It also supports animated gifs. Try that in Word...

animated gif of the unnamed blue button

note

SVG images created in draw.io throw warnings on build (althought they render just fine.) This is an open issue in the image-size module. Potential solution is to convert them to .png because there aren't that many.

Conversion of Word to Markdown

A .docx file is a container that holds a bunch of information, including text, formatting, and images. In our documentation site, we want these elements separated. Unfortunately, that means you can’t just export existing Word docs to markdown. There may be faster or more efficient ways to do this, but I used a command-line conversion tool called Pandoc, which can extract the text and some of the formatting from a .docx file to a .md file. And since the .docx file container is just a zip compressed file, it’s possible to extract the images all at once, and with trackable filenames.

note

As of December 2022, all existing Ceres 5 documentation has been converted to markdown

tip

If you're having issues with something in markdown, you can test how it renders in the MDX Playground

Pandoc

To convert AccountSchedulesOverview.docx to a .md file with the closest appropriate markup, use the following command. It’s going from docx format to github flavored markup, output to account-schedules-overview.md.

pandoc --shift-heading-level-by=1 --wrap=none --extract-media=. -f docx -t gfm -o inventory-process-flows.md InventoryProcessFlows.docx

The wrap flag is set to none so that each paragraph lives on its own line in the markdown file. This speeds up input and editing significantly, as you no longer need to clean up all the arbitrary blockquotes.
The extract-media flag gets the images from the media folder within the .docx document.
The shift-heading-level-by flag moves all headings down by one, as the first heading (h1) is always the title in markdown.

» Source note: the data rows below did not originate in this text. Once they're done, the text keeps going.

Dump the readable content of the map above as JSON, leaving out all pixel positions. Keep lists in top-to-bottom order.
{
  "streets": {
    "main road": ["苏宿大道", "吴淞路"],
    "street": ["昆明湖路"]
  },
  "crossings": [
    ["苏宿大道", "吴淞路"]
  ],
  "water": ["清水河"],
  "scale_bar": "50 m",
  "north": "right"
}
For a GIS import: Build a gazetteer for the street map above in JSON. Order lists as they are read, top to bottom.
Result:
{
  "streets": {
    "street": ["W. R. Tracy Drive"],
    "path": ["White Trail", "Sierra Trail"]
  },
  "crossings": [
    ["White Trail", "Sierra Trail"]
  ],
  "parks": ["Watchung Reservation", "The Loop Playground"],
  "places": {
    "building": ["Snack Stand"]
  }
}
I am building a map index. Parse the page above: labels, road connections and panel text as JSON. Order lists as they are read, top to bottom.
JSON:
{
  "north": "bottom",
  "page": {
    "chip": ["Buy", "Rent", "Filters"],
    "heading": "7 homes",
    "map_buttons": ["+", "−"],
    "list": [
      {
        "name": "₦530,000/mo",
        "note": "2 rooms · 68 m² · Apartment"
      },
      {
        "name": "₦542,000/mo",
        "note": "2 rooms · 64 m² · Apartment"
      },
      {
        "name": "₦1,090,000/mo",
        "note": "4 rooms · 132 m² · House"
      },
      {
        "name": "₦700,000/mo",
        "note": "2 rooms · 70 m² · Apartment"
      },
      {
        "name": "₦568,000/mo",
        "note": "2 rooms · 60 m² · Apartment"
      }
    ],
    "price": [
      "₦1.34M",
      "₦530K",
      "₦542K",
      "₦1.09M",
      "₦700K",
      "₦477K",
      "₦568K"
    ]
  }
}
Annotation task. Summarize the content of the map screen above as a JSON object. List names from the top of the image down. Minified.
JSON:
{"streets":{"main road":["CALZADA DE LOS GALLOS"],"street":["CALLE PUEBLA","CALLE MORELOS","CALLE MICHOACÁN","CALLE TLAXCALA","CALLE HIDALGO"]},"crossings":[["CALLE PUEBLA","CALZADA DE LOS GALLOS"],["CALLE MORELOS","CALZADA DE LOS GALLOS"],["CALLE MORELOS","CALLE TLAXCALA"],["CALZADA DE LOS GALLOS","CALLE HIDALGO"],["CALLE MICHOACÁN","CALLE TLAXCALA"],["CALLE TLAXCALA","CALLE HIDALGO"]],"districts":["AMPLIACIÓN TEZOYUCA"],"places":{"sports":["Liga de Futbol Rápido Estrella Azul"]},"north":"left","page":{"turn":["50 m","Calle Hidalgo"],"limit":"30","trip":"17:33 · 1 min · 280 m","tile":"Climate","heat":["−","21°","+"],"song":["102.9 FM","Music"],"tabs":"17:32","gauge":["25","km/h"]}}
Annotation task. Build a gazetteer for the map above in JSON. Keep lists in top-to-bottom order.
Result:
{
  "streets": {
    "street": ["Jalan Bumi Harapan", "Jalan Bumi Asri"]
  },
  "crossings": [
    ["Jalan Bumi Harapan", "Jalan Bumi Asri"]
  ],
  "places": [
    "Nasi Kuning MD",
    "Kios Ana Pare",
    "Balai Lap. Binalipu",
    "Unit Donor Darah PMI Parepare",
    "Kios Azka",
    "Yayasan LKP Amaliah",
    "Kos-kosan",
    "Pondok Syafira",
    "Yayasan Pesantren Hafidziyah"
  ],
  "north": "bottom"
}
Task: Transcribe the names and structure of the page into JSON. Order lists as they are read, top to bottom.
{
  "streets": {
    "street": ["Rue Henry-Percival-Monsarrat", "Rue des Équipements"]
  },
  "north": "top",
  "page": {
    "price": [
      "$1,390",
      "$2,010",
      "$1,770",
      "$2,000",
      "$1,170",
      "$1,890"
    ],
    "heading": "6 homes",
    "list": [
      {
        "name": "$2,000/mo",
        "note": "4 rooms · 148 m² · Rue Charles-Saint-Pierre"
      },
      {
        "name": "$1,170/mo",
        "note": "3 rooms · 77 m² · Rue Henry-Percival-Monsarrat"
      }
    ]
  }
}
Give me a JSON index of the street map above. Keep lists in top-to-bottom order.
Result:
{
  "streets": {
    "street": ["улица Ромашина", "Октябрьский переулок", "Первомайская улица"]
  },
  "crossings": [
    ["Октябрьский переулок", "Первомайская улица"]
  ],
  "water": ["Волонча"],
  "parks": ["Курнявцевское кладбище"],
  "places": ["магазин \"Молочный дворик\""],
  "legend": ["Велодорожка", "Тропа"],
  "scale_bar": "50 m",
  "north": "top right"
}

Transfer .md File to Documentation Filesystem

The .md file is copied into the filesystem in the docs/xxx folder, where xxx is the category for the documentation. For example, account-schedules-overview.md is placed in the docs/financial-management folder. The sidebar is automatically generated based upon what folder the file goes into. (This may be updated as the sidebar gets more complicated.)

Required Edits

Once in markdown, the file will still need to be tweaked to be consistent with markdown syntax, our desired formatting, and some Docusaurus specific requirements. A linter is available for VSCode to help with syntax and prevent unintentional formatting errors. The manual modifications required for account-schedules-overview.md to be complete were:

Add front matter to the top of the file, e.g., the document ID, title, sidebar label, slug, and some static javascript to allow easier maintenance of image paths
Remove the “Purpose” header and table of contents
Fix markdown syntax warnings
- Move all headings down one level as there should only be one top-level heading in a document, and that’s the title. (fixed with the shift-heading-level-by flag in Pandoc)
- Correct all the indentations interpreted as block quotes (partially fixed with the wrap flag in Pandoc)
- Remove extra spaces and lines
Turn the Financial Period Description variables into an unordered list (instead of tabbed columns)
Surround entry snippets, like the date range entry 07/01/14..06/30/15 into code to make it easier to read
Pull out notes to admonitions
Change fragile Unicode --> (and broken á) to ▸
Remove extraneous escape code before dollar signs.
Extract images from media folder of docx zip file and put them in newly created \static\img\account-schedules-overview folder. (Extraction is now automated using the Pandoc extract-media flag).
- Occasionally, images are accidentally duplicated within the Word document and need to be deleted, or images were anchored in the Word document out of order, so need to be manually reorderd. In a few cases, images in Word were pasted from email documents generating .eml images, which need to be converted to a normal fomat.
Replace markdown image links with HTML and add alt-text for each (or use markdown image links, which are slightly faster to enter) (11/23/23: Markdown image links are now preferred. See cleanup tasks doc.)
- Some images do not include attention indicators in the image file (the red rounded rectangles) as they were added as shapes in Word. This may be less important for Ceres 6, as most of the screenshots will be new.
Link to the documents in the Related Topics section. (10/7/22: the Slug header item allows you to ignore all path information now)
Add the document to the correct category in the sidebar (10/7/22: no longer necessary, as the sidebar is now automatically generated. See TODO sidebar section.)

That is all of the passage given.